Selon lui, « trop de précipitation fragilise la décision, trop de lenteur fragilise l’État ». Face à des contentieux de plus en plus complexes, marqués notamment par « la diffusion rapide d’informations, parfois erronées ou manipulées », il estime que le juge joue un rôle central dans la préservation de la crédibilité du processus électoral.

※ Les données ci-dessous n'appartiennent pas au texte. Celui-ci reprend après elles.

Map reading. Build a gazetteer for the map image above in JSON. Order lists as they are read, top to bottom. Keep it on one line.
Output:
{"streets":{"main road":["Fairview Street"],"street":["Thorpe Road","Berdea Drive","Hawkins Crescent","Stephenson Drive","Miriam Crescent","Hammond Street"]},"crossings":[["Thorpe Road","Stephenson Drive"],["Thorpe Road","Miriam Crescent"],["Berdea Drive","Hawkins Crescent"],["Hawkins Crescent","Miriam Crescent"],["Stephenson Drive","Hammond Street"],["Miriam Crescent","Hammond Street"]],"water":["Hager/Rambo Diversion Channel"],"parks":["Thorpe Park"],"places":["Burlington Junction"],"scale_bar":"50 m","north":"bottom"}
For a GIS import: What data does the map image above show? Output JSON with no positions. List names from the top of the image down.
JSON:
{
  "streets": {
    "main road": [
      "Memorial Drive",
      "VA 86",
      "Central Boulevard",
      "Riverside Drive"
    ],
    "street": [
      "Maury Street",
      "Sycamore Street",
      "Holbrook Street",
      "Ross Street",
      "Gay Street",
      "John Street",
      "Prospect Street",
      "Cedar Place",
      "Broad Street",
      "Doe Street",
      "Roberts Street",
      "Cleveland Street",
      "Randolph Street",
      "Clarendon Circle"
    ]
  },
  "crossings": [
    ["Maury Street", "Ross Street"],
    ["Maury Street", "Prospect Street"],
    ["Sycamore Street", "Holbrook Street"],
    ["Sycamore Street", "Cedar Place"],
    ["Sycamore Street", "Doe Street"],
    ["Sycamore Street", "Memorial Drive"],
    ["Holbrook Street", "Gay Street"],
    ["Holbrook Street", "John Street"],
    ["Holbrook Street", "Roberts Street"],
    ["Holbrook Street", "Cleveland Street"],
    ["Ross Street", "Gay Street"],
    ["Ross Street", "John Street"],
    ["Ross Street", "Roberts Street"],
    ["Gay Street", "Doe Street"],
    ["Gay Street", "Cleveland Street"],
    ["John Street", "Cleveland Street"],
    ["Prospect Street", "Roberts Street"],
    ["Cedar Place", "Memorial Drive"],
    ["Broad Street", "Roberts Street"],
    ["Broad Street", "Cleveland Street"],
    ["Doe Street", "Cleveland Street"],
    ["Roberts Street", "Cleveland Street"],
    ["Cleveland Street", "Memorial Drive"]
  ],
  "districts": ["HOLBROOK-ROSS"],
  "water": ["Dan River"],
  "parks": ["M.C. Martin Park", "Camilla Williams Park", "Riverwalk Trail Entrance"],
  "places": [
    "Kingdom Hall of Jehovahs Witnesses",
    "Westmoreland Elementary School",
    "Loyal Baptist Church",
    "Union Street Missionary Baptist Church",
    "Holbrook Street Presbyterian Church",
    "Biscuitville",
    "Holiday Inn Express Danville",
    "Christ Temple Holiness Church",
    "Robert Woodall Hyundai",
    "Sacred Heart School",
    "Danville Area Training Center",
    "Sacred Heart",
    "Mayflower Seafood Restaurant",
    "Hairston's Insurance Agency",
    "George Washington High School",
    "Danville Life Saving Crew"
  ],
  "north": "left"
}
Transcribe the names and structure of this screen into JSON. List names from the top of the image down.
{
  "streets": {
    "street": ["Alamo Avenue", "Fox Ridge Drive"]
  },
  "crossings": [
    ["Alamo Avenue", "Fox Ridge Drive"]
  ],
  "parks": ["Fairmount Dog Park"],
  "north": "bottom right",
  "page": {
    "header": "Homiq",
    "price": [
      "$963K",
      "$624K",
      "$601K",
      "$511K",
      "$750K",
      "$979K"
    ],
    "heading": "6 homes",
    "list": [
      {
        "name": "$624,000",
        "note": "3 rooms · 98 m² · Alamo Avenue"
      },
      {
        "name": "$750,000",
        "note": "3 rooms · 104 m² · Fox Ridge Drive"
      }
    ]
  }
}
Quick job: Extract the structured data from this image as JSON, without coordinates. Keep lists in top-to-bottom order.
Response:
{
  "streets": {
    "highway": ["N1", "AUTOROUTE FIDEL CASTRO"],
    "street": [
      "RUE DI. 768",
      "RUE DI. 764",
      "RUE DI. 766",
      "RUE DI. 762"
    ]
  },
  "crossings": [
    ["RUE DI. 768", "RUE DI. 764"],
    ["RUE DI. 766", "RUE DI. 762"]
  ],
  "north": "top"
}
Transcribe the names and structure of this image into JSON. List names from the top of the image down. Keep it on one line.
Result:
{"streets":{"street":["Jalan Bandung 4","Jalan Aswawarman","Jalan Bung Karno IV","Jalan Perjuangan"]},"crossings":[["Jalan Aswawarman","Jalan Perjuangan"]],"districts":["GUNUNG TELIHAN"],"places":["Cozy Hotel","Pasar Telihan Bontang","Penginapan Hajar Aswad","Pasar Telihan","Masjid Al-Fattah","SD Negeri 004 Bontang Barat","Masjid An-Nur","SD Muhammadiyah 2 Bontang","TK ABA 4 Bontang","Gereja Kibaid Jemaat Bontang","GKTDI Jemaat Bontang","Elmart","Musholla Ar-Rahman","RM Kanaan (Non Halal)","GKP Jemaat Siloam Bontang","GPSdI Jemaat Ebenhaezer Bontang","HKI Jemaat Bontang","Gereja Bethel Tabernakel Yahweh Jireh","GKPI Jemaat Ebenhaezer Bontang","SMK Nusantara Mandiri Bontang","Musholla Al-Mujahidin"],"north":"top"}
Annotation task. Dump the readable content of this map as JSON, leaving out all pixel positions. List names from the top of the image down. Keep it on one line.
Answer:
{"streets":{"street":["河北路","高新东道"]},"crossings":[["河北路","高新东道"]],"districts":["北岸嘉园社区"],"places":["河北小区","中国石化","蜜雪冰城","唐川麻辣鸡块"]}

Prenant la parole à son tour, le Premier président de la Cour suprême, Fodé Bangoura, a souligné

« le sens élevé de responsabilité institutionnelle » qui entoure cet atelier. Il a exprimé sa reconnaissance envers le ministre de la Justice, dont la présence « traduit l’importance que le Gouvernement accorde à la consolidation de l’État de droit, en particulier dans les périodes électorales ».

Insistant sur le rôle de la Cour suprême, il a rappelé qu’elle est « la gardienne de la légalité et la garante de l’unité de l’interprétation du droit ». À ce titre, elle doit traiter les contentieux électoraux avec « une exigence accrue de rigueur juridique, de célérité procédurale et d’impartialité absolue ».

Pour lui, cet atelier dépasse le simple cadre d’une formation : « il s’agit d’un exercice stratégique de mise à niveau collective », destiné à « harmoniser les pratiques » et à anticiper les difficultés à venir. Il a également mis en garde sur la portée des décisions judiciaires

« vous serez appelés à statuer sur des litiges dont les implications dépassent souvent les seules parties en cause, pour toucher à la crédibilité même du processus démocratique ».

Le Premier président a enfin insisté sur la confiance que doit inspirer le juge électoral, reposant sur « la constance de la jurisprudence, la lisibilité des décisions et le strict respect des principes d’indépendance, d’impartialité et de neutralité ».

Clôturant la série d’allocutions, le Garde des Sceaux, Ibrahima Sory 2 Tounkara, a salué

« l’initiative du Premier Président de la Cour suprême », qui traduit « une compréhension fine des enjeux institutionnels liés aux échéances électorales ». Il a insisté sur le fait que les élections « constituent le socle de la légitimité démocratique » et que leur crédibilité dépend à la fois de leur organisation et de « l’efficacité des mécanismes de régulation juridictionnelle ».

Selon lui, cet atelier constitue « un levier stratégique de préparation opérationnelle », permettant d’assurer « une maîtrise homogène des règles applicables » et « une harmonisation des pratiques juridictionnelles ». Il a rappelé aux participants qu’ils seront « au cœur d’un dispositif particulièrement sensible », leurs décisions ayant « un impact direct sur la perception de la régularité des élections ».

Le ministre a également souligné l’engagement des autorités à organiser

« des élections apaisées, transparentes et crédibles », précisant que le renforcement des capacités des acteurs judiciaires est « une priorité stratégique ». Il a enfin encouragé la Cour suprême à capitaliser les acquis de cet atelier pour élaborer « des référentiels pratiques » et renforcer la prévisibilité des décisions.

À travers cet atelier, la Cour suprême et le ministère de la Justice affichent une volonté commune d’anticiper les défis liés au contentieux électoral et de garantir un cadre juridictionnel fiable à l’approche des scrutins du 31 mai 2026. Entre exigences de rapidité, de rigueur et d’impartialité, les magistrats sont appelés à jouer un rôle déterminant dans la consolidation de la démocratie et la préservation de la stabilité institutionnelle du pays.